Puppy love, my common sense states
So why do I see you in my ensuing fate?
You are there, and we laugh
You make me change, and I adapt.
With every gust of the wind I feel you near
This is true love, my prince is here.
Why else would I be writing numerous words
If this feeling is nothing, just curd?
In my flight of fancy, you keep on enticing me
Somehow, if I reach out and so do you, it will be reality
I long for a slight touch, a strong hand to hold
Robust, fragments of you and I begin to unfold
How many times must I utter in my night visions -
That "I love you" is my strongest inhibition?
That "I love you too" will elevate our intuition?
That an assurance, even just a glance
Can melt me, and make my sentiments fire a dance
I love you
I know you,
You love me too.

Monday, July 21, 2008

.... D'OH

I'm supposed to be doin' something else right now - I rarely lose stuff to do, basically...but the clicking of the keys here on my keyboard is actually music to my ears. It makes me feel like I'm the editor-in-chief of Seventeen, a la Atoosa Rubenstein. It makes me wonder about my future. Obviously, fantasy beats reality anytime. How I wish I could live THAT life. The Atoosa life. The Hollywood life.

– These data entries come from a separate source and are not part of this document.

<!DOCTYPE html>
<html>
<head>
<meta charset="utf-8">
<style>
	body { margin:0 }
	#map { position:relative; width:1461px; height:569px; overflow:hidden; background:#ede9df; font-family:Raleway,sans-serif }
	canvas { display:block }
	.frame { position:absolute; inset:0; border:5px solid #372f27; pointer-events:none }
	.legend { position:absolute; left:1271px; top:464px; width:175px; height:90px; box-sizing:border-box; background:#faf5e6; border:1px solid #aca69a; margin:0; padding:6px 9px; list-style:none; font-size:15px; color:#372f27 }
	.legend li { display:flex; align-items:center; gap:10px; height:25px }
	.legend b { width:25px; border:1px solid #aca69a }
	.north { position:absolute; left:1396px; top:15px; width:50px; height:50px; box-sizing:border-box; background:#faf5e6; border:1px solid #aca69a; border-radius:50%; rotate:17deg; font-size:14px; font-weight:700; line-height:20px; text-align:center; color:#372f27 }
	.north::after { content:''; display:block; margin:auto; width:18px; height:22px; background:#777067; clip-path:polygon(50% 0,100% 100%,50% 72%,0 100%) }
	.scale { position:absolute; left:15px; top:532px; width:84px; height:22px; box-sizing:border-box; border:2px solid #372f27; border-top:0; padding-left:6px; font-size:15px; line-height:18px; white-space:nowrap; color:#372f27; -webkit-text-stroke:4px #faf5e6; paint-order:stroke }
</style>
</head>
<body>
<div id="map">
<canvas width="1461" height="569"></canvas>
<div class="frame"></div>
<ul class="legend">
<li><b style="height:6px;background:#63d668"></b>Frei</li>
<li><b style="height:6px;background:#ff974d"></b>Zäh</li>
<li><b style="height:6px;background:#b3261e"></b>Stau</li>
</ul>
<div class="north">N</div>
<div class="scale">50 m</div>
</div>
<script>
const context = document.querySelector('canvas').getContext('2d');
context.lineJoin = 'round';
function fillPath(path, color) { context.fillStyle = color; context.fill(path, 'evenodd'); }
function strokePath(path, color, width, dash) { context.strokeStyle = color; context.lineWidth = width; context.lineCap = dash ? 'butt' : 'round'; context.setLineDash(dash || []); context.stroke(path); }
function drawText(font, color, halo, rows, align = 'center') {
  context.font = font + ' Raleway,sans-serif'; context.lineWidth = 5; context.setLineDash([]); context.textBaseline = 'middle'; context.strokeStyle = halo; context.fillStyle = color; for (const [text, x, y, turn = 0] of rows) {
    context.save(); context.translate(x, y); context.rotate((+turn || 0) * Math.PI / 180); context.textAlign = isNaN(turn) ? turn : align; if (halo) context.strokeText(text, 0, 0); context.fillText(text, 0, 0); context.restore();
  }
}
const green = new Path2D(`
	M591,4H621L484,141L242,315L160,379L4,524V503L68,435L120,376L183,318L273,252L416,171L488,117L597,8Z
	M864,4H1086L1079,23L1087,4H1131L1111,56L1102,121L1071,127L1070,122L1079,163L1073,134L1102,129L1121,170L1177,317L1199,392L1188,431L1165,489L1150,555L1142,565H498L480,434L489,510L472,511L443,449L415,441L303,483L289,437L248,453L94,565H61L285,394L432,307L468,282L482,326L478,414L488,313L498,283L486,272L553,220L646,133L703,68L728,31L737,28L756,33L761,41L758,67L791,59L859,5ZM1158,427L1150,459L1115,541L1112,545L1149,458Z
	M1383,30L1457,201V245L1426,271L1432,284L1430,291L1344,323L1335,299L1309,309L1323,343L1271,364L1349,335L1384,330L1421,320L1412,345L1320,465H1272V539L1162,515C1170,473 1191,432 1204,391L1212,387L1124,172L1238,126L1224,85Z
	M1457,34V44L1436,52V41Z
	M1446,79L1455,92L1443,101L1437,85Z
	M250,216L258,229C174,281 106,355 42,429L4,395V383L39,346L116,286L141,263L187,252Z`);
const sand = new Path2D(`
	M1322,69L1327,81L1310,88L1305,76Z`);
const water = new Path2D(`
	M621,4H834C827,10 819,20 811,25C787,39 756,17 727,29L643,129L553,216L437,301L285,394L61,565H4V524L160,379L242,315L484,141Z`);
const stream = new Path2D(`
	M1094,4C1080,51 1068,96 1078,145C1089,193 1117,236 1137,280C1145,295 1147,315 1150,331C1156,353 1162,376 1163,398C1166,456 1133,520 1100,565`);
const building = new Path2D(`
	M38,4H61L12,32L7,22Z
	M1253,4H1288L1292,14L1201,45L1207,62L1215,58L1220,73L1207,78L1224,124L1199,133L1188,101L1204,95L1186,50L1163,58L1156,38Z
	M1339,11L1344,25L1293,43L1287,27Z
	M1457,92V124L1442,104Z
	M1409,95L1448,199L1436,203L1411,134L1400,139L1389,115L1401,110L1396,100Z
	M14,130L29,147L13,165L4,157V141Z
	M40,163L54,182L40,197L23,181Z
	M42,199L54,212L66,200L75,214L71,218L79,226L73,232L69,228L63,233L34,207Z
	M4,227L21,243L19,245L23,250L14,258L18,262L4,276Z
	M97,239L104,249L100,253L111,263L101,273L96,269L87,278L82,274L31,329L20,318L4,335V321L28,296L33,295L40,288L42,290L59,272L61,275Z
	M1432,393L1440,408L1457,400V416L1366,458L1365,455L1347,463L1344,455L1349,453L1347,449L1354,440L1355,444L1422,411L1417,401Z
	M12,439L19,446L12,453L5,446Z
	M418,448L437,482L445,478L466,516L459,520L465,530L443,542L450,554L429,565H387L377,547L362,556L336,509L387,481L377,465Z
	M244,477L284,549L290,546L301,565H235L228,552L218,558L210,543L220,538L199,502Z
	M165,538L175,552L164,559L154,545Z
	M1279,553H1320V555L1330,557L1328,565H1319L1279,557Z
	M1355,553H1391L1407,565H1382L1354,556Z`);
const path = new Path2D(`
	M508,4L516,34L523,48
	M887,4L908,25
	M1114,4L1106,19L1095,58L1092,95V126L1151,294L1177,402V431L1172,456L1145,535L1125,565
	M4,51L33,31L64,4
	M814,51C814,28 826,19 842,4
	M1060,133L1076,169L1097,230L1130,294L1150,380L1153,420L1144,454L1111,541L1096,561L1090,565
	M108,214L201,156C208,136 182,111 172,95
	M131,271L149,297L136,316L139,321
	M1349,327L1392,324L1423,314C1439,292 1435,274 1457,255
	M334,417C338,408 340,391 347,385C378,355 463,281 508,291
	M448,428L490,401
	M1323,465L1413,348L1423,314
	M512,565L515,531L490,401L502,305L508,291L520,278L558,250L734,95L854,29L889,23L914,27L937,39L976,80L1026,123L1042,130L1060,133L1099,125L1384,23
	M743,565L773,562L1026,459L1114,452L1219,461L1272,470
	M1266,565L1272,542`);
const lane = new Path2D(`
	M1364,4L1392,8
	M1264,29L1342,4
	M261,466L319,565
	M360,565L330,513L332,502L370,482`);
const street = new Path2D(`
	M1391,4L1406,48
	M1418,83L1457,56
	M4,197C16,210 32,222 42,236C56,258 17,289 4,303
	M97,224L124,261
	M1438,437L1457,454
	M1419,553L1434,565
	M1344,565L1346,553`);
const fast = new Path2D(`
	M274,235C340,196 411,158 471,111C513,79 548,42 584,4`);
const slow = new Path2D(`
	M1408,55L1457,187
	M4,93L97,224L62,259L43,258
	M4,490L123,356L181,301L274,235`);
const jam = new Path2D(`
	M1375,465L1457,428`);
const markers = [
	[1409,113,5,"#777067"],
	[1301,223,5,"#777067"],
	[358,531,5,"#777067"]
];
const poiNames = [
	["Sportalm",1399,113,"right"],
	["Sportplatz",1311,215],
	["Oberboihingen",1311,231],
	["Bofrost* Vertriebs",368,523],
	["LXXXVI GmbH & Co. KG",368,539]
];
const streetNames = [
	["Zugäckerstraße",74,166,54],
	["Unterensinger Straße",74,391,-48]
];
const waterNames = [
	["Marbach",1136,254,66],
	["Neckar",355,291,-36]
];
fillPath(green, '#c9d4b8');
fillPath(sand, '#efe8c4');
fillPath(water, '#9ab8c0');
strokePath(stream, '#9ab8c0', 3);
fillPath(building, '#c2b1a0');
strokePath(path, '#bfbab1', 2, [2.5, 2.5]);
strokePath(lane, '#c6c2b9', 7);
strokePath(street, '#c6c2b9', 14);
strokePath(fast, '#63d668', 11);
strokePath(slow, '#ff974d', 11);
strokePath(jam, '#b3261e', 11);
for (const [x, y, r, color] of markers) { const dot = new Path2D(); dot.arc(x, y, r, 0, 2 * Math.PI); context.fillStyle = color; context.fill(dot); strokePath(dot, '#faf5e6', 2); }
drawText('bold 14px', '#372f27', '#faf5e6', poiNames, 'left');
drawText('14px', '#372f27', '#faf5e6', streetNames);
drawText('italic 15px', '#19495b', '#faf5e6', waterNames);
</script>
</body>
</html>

Sadly, I don't EVEN live in a super-well-industrialized country. I mean, I love the Philippines, for real. But I just wish it had more spice and mystery like the US (even though I hate to admit this), ITALY, Spain...and France. And Portugal (calling all Christiano Ronaldo fanatics!). Even if I get into a Philippine mag, I'm not gonna be dealing with the Lindsay Lohans, the David Beckhams, the Poshes, the Maroon 5s and the Rihannas. I'm gonna be dealing with the celebrities that I don't like. Heck, I can't even name a super famous contemporary Filipino artist.

This post suddenly reminds me of my diary. This is how things are in my diary, actually. I'd better call it a journal. Diary sounds too childish.

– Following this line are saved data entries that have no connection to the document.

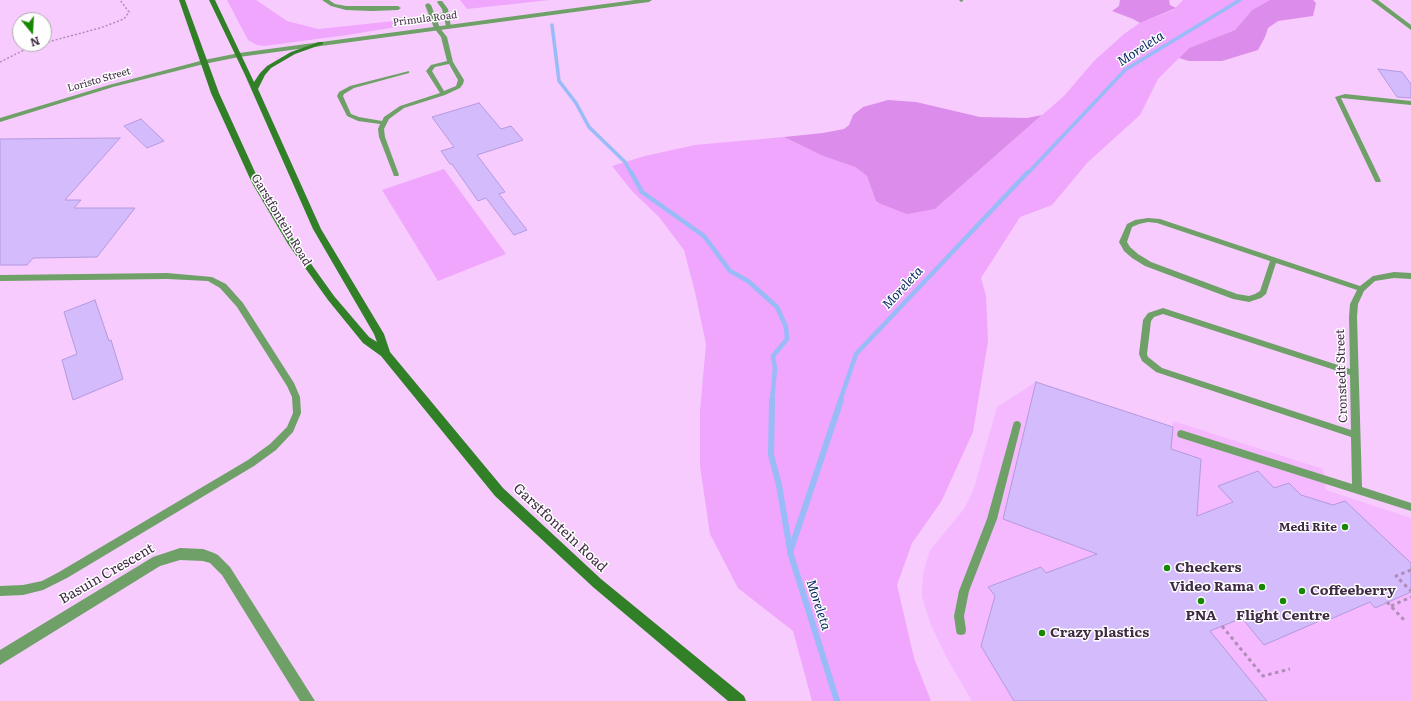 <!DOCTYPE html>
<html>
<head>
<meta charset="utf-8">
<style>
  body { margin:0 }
  #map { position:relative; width:1411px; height:701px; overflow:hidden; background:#f7cbfe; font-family:Literata,serif }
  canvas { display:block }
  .north { position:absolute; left:12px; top:12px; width:40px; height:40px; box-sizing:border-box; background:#fefefe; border:1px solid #b2a9b3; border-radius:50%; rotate:162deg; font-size:11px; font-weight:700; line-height:16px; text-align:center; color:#3f2a43 }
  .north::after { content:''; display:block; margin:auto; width:14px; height:18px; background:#178701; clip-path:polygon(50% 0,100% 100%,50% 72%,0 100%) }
</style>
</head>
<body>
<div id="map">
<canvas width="1411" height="701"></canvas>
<div class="north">N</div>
</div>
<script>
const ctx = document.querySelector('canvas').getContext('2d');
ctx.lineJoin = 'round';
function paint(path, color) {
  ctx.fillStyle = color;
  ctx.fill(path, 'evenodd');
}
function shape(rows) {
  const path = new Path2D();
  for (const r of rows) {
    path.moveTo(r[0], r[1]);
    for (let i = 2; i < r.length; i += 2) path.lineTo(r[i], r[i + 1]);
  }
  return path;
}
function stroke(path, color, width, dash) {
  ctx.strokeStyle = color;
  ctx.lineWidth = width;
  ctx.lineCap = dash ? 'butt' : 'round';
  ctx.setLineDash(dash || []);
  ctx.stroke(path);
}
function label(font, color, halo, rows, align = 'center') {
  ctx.font = font + ' Literata,serif';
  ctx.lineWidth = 3;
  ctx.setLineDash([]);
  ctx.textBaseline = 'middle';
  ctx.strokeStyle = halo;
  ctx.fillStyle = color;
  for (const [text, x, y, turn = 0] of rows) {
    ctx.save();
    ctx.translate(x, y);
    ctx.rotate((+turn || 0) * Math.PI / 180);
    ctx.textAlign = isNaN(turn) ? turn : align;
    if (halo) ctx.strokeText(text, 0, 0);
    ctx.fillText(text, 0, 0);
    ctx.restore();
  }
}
paint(shape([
  [1036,382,1172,427,1173,421,1323,469,1326,490,1411,518,1411,701,972,701,948,660,930,623,922,596,923,574,930,550,964,509,973,491,997,407]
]), '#f4b9fe');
paint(shape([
  [227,0,256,0,287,21,318,29,414,19,415,24,347,35,264,46,257,45,248,40],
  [460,0,550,0,467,9],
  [1183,0,1270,0,1252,10,1235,30,1189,48,1158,79,1140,115,1088,162,1052,205,1020,217,981,278,986,296,988,341,973,432,941,502,912,543,897,585,914,658,931,701,812,701,793,631,738,588,710,534,700,466,700,411,706,344,695,292,684,250,659,217,632,191,612,166,645,156,695,145,784,137,823,156,855,167,867,176,876,203,935,209,1064,96,1094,61,1124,34,1140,23,1173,10],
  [444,169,506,254,438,281,382,190]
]), '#efa6fc');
paint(shape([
  [1120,0,1169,0,1170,5,1176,8,1140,23,1133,19,1112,11,1119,6],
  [1270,0,1313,0,1316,3,1313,16,1278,21,1268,28,1265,37,1258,50,1222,61,1189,61,1179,58,1189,48,1235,30,1252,10],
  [888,100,916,102,980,117,1027,118,1042,115,935,209,907,214,876,202,867,176,855,167,823,156,784,137,823,133,844,129,849,125,853,115,863,107]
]), '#dc8cea');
stroke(shape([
  [552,25,559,81,576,103,589,127,625,162,631,173],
  [1028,173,1125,70,1240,0]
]), '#99bbf7', 3.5);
stroke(shape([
  [631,172,642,192,704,236,730,271,748,281,777,307,786,327,787,339,773,356,775,369,772,401],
  [840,401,856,354,1028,172]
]), '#99bbf7', 4.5);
stroke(shape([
  [772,400,771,455,779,485,790,550],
  [837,701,790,552,841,400]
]), '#99bbf7', 6);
const building = shape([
  [1378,69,1402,72,1411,84,1411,98,1397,97,1378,69],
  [479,103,501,129,511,126,523,140,477,155,505,192,499,194,527,230,514,235,486,198,478,201,452,164,450,164,441,151,454,147,432,117,479,103],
  [141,119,164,141,147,148,124,126,141,119],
  [120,138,65,200,81,200,74,208,135,208,97,257,33,258,27,265,0,265,0,139,120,138],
  [95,300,109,341,111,340,123,379,73,400,62,360,77,354,64,312,95,300],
  [1036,382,1173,427,1171,449,1201,459,1197,516,1233,502,1218,486,1258,471,1274,488,1289,483,1301,495,1333,505,1345,501,1411,563,1411,592,1375,608,1370,602,1326,621,1324,619,1264,645,1242,618,1210,631,1267,701,1014,701,981,646,995,596,988,587,1041,567,1046,573,1097,554,1003,519,1036,382]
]);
paint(building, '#d3bbfc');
stroke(building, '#b499df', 1);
stroke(shape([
  [44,43,100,28,124,19,129,12,120,0],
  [0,62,26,49,41,44]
]), '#b08db6', 1.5, [2, 2]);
stroke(shape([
  [1411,570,1396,576,1411,591],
  [1387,602,1405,621],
  [1391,606,1411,597],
  [1222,626,1263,676,1290,669]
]), '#b08db6', 3, [3.5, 3.5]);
paint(shape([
  [959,0,963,0,963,1,961,2,959,0],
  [446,12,448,12,448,14,433,16,431,15,446,12],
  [435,27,439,27,447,37,453,62,464,80,463,84,460,88,445,95,404,108,389,119,384,129,385,137,399,175,398,176,394,176,379,137,378,129,380,124,358,121,347,116,337,96,339,92,350,86,409,71,409,73,354,88,344,94,343,96,351,114,359,117,382,121,384,117,400,106,440,93,426,71,431,65,447,61,441,37,434,28,435,27],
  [449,64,458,80,456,86,444,91,432,71,435,67,449,64],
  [1345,94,1411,101,1411,105,1341,98,1381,181,1380,182,1376,182,1375,181,1335,97,1345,94],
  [1148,218,1160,219,1360,286,1373,276,1394,272,1411,273,1411,279,1394,278,1375,281,1364,291,1358,304,1357,317,1362,487,1411,503,1411,511,1178,437,1177,434,1178,431,1181,430,1352,484,1351,437,1156,372,1142,361,1139,354,1143,320,1148,313,1163,308,1350,369,1349,317,1350,304,1357,290,1276,263,1266,294,1261,298,1249,302,1233,299,1145,266,1132,258,1124,251,1119,242,1127,224,1135,220,1148,218],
  [1148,222,1157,223,1270,261,1260,291,1255,294,1249,296,1237,294,1151,262,1138,254,1130,247,1127,242,1132,227,1139,224,1148,222],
  [1163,314,1350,375,1351,430,1162,368,1148,357,1147,354,1151,321,1154,317,1163,314],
  [167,273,212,277,226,284,243,303,294,383,300,397,301,413,293,432,276,450,254,466,67,578,43,590,23,595,0,596,0,586,23,585,42,581,59,572,248,460,270,444,287,427,293,413,292,397,287,386,237,307,220,288,208,281,167,279,0,281,0,275,167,273],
  [1017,421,1020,422,1021,425,997,519,969,591,964,616,966,630,965,634,961,635,957,634,956,630,954,616,959,591,987,519,1013,425,1014,422,1017,421]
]), '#6ea067');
paint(shape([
  [322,0,329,0,335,4,346,6,398,6,401,8,398,10,372,11,346,10,331,6,322,0],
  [438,1,442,1,448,9,451,27,446,26,442,9,437,2,438,1],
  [428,3,431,5,440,28,439,29,434,28,425,5,428,3],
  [180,548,203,549,214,553,218,555,230,567,315,701,300,701,222,575,210,563,203,561,180,560,160,566,0,665,0,650,153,557,180,548]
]), '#6ea067');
paint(shape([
  [635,0,652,0,649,2,239,57,204,64,113,87,0,122,0,118,109,85,204,60,239,53,635,0],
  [1371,0,1378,0,1411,25,1411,30,1371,0]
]), '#6ea067');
paint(shape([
  [179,0,185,0,219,93,260,183,294,240,334,296,369,337,377,342,374,334,313,229,245,75,209,0,215,0,254,82,260,73,267,66,291,52,319,42,323,42,323,44,295,54,271,68,265,75,258,89,321,229,384,334,390,352,503,488,601,579,744,696,746,701,728,701,593,587,495,496,381,356,363,343,328,300,288,244,252,183,211,93,179,0]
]), '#318027');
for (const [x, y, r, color] of [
  [1345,527,4,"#178701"],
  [1167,568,4,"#178701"],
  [1262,587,4,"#178701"],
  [1302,591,4,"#178701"],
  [1201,601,4,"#178701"],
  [1283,601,4,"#178701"],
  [1042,633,4,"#178701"]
]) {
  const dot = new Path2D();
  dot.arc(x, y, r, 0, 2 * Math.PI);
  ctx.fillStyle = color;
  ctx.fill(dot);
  stroke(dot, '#fefefe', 1.5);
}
label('10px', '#3f2a43', '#fefefe', [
  ["Primula Road",425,19,-7],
  ["Loristo Street",99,80,-16]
]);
label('12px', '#3f2a43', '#fefefe', [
  ["Garstfontein Road",281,220,59],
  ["Cronstedt Street",1342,376,-92]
]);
label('bold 12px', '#3f2a43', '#fefefe', [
  ["Medi Rite",1337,527]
], 'right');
label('italic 13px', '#0b2b66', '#fefefe', [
  ["Moreleta",1141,49,-33],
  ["Moreleta",903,288,-47],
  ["Moreleta",818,605,72]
]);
label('14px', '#3f2a43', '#fefefe', [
  ["Garstfontein Road",560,528,43],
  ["Basuin Crescent",107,574,-30]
]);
label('bold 14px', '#3f2a43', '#fefefe', [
  ["Checkers",1175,568],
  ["Video Rama",1254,587,"right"],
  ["Coffeeberry",1310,591],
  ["PNA",1201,616,"center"],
  ["Flight Centre",1283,616,"center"],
  ["Crazy plastics",1050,633]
], 'left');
</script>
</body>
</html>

I did this out of boredom.


LOVE,

Me


Tuesday, February 12, 2008

Sentimental and Emotional (Dedicated to the World)

I know you love me. I know you're trying to take care of me. But some factors like Time and Distance just keep blocking our light. We still grow, only, we grow short. We need the light, okay? We really do. At least, I need it. Because I'm the one who needs the most light. Time and Distance have weakened me.

This is dedicated to the world, to the society and to the non-cynics who are created to build.. Build what? You decide.

I love you, World. I appreciate things that you give me. But we need to break down Time and Distance before we could grow to a full length.

I love everything you give me.

I love life. I really love life.

But I'm just growing too emotional and sentimental... I need the light to survive.